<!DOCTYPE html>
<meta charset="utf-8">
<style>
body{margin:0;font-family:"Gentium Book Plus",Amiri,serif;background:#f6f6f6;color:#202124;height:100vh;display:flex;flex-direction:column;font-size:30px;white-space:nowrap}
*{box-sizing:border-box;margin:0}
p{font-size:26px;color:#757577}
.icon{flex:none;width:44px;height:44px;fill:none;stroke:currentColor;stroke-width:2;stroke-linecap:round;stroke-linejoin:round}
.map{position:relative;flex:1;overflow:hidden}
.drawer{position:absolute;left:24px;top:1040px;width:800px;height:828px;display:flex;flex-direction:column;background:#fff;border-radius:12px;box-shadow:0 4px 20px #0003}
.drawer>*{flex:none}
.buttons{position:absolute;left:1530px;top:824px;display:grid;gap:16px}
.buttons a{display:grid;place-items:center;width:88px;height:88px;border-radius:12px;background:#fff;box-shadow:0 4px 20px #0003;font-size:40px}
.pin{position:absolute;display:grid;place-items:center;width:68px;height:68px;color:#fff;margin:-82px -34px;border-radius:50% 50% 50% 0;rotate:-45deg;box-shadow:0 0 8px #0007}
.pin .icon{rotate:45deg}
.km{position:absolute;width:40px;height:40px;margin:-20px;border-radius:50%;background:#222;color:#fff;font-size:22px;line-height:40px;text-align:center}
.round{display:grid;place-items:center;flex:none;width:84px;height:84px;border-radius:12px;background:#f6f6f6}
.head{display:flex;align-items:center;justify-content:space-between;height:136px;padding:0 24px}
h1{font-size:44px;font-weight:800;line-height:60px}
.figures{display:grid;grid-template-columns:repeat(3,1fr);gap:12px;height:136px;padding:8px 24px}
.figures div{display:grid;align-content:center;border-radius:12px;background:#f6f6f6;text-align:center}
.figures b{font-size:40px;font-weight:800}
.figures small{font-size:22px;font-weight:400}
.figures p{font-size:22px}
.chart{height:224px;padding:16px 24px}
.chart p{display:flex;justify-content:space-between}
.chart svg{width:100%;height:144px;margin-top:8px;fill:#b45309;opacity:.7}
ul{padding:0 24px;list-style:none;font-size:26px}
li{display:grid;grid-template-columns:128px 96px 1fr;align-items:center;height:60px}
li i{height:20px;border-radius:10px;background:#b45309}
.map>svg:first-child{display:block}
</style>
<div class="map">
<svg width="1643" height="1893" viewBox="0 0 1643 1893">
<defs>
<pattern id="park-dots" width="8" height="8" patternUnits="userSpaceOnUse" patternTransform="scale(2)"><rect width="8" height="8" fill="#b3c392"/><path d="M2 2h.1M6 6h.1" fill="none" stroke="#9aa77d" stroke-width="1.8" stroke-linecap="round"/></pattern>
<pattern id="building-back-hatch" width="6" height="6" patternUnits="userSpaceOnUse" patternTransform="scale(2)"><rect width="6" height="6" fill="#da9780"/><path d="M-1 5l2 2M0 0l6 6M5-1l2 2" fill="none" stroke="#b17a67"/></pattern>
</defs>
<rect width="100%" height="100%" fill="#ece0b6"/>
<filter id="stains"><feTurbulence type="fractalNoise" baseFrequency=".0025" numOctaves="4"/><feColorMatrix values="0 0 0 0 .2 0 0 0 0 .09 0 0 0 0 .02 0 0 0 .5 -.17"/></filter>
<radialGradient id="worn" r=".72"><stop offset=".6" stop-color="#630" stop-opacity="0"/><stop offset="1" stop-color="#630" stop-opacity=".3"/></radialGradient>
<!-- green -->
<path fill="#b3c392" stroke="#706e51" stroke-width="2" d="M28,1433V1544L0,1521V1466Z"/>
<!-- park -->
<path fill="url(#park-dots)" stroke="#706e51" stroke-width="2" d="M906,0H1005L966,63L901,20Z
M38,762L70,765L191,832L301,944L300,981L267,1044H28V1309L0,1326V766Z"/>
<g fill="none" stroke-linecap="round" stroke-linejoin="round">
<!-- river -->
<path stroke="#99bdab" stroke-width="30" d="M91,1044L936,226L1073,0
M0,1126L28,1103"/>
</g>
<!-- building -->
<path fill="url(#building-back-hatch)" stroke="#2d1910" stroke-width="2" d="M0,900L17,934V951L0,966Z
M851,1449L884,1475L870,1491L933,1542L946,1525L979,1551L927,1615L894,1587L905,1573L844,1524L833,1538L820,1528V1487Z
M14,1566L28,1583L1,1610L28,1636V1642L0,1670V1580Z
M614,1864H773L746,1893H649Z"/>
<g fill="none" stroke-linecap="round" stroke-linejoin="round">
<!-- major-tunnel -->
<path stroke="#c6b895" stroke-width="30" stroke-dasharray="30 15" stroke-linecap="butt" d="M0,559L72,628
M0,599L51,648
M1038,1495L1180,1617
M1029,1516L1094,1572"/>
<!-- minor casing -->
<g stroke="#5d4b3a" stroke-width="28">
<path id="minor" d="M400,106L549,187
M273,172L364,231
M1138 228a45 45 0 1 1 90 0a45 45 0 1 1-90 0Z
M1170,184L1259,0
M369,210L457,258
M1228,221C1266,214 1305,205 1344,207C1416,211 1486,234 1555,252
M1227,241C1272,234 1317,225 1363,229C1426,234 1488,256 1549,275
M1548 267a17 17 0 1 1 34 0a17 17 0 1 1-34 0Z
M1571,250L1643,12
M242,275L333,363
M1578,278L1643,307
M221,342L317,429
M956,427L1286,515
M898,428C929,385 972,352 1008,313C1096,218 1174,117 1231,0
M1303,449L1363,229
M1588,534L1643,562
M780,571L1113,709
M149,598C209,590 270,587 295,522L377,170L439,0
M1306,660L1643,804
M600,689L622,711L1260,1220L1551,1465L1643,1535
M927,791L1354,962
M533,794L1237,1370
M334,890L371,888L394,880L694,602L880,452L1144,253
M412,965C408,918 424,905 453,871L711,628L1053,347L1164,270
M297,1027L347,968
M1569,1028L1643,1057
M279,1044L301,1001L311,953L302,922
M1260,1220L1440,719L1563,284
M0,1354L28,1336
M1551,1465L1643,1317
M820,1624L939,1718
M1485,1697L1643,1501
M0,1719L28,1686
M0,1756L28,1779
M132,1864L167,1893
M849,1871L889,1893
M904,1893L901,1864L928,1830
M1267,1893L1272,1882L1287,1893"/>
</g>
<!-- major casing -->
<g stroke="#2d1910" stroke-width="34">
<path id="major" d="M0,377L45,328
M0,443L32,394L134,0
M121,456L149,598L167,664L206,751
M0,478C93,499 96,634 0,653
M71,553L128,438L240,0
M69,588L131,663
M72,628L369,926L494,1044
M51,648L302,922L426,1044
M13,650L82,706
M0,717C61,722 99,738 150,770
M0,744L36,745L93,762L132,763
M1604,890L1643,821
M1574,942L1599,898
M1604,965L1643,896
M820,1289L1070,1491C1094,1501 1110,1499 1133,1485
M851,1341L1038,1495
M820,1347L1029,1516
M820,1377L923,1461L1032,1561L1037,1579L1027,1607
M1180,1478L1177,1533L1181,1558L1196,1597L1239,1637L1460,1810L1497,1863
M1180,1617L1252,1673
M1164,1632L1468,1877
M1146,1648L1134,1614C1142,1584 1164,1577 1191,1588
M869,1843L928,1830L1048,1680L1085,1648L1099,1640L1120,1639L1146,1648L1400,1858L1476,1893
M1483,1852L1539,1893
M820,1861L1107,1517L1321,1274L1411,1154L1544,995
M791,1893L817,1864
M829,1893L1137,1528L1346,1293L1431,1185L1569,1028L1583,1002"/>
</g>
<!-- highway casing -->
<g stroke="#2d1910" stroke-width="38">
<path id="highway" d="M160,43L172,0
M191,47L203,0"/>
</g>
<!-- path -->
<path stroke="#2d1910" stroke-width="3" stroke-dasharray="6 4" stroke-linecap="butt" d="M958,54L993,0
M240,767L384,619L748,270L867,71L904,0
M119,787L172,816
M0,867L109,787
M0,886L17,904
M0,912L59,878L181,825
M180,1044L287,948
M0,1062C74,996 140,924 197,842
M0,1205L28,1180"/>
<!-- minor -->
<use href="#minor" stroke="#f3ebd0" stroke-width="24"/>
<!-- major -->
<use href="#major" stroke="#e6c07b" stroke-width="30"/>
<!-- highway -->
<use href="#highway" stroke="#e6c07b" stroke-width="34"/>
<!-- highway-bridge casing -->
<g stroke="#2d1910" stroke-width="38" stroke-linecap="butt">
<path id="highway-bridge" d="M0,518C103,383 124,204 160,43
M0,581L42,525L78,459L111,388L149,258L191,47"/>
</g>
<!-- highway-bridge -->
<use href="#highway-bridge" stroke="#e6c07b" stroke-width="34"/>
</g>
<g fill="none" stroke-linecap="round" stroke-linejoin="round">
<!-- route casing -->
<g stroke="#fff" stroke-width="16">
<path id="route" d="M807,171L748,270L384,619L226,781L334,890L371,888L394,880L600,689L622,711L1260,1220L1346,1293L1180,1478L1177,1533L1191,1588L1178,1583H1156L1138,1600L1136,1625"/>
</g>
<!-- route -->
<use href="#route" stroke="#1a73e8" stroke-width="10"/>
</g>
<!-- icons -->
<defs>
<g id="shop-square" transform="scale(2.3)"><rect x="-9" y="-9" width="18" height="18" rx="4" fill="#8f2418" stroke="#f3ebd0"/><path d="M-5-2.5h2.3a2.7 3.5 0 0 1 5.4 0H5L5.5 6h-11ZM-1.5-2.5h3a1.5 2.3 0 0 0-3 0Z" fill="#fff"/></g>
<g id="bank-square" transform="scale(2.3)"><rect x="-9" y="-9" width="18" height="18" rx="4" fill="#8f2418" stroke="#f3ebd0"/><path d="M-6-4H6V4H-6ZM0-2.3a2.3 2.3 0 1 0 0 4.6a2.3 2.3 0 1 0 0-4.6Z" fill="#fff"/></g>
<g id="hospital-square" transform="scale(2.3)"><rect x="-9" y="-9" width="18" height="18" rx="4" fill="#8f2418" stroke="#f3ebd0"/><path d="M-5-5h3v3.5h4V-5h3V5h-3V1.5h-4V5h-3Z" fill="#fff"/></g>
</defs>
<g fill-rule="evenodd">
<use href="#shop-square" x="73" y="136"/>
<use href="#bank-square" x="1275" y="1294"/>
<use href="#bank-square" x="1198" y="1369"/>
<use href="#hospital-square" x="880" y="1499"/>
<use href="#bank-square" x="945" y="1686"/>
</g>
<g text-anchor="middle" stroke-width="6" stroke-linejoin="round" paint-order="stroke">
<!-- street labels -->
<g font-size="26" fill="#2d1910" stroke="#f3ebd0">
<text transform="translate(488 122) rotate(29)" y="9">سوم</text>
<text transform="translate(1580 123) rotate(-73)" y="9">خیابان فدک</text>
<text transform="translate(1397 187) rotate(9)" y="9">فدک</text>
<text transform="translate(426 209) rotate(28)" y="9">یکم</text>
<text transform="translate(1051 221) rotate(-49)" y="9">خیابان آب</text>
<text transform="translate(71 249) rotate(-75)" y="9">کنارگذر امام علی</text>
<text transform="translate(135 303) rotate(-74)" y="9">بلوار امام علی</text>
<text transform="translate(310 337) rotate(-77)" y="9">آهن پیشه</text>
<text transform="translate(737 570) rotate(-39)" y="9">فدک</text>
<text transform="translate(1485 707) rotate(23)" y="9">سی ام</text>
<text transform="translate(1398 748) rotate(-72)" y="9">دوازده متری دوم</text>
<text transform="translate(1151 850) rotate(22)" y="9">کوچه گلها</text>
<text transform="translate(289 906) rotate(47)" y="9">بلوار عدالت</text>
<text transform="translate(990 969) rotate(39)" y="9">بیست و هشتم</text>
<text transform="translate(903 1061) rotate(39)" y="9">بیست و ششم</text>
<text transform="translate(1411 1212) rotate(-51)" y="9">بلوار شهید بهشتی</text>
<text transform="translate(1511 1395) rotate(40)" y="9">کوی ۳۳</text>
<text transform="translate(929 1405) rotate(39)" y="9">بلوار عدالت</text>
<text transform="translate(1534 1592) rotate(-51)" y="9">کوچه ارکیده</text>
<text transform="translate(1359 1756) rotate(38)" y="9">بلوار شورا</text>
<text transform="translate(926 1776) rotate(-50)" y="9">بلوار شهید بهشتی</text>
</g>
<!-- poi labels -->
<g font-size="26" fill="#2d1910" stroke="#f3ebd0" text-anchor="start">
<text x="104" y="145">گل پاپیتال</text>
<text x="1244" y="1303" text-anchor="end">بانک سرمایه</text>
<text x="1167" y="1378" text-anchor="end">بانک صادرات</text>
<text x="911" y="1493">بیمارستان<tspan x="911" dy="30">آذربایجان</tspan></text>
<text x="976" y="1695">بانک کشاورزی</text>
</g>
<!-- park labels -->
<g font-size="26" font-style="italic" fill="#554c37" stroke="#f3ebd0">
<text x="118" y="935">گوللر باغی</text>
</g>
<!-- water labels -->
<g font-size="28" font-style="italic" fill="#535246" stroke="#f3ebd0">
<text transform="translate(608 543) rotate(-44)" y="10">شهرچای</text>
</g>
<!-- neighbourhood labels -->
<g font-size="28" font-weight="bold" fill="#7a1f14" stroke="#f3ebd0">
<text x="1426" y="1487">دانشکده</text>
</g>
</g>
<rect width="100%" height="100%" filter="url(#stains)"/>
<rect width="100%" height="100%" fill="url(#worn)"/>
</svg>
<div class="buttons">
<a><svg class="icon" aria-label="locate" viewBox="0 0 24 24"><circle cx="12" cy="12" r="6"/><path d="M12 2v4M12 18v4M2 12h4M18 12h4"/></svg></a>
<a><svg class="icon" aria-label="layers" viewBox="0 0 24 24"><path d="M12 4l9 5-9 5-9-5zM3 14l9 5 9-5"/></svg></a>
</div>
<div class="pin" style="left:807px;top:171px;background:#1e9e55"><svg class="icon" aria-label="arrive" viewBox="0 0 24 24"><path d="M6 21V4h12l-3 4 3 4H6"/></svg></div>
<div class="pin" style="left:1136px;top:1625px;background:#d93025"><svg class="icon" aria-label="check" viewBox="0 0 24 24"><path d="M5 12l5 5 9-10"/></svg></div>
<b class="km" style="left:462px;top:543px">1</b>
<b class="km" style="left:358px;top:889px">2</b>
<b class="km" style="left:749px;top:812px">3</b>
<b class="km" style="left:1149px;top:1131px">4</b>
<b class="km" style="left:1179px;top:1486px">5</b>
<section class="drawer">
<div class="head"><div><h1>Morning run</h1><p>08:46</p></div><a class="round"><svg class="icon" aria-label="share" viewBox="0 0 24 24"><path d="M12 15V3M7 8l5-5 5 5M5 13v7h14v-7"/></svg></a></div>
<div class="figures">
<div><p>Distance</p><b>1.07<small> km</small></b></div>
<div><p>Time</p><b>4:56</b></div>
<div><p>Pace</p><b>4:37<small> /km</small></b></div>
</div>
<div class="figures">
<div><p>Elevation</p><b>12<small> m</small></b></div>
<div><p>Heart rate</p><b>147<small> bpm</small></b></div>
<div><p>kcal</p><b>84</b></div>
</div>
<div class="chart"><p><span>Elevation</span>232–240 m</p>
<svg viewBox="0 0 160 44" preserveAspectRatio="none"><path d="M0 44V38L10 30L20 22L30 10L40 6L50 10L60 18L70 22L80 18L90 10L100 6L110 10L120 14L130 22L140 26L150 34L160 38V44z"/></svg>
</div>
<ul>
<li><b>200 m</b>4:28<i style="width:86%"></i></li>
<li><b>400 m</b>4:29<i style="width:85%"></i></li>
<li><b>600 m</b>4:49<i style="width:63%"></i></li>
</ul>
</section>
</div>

────

Task to complete - Extract every line above that contains the word "Elevation".

Written reply -
<div><p>Elevation</p><b>12<small> m</small></b></div>
<div class="chart"><p><span>Elevation</span>232–240 m</p>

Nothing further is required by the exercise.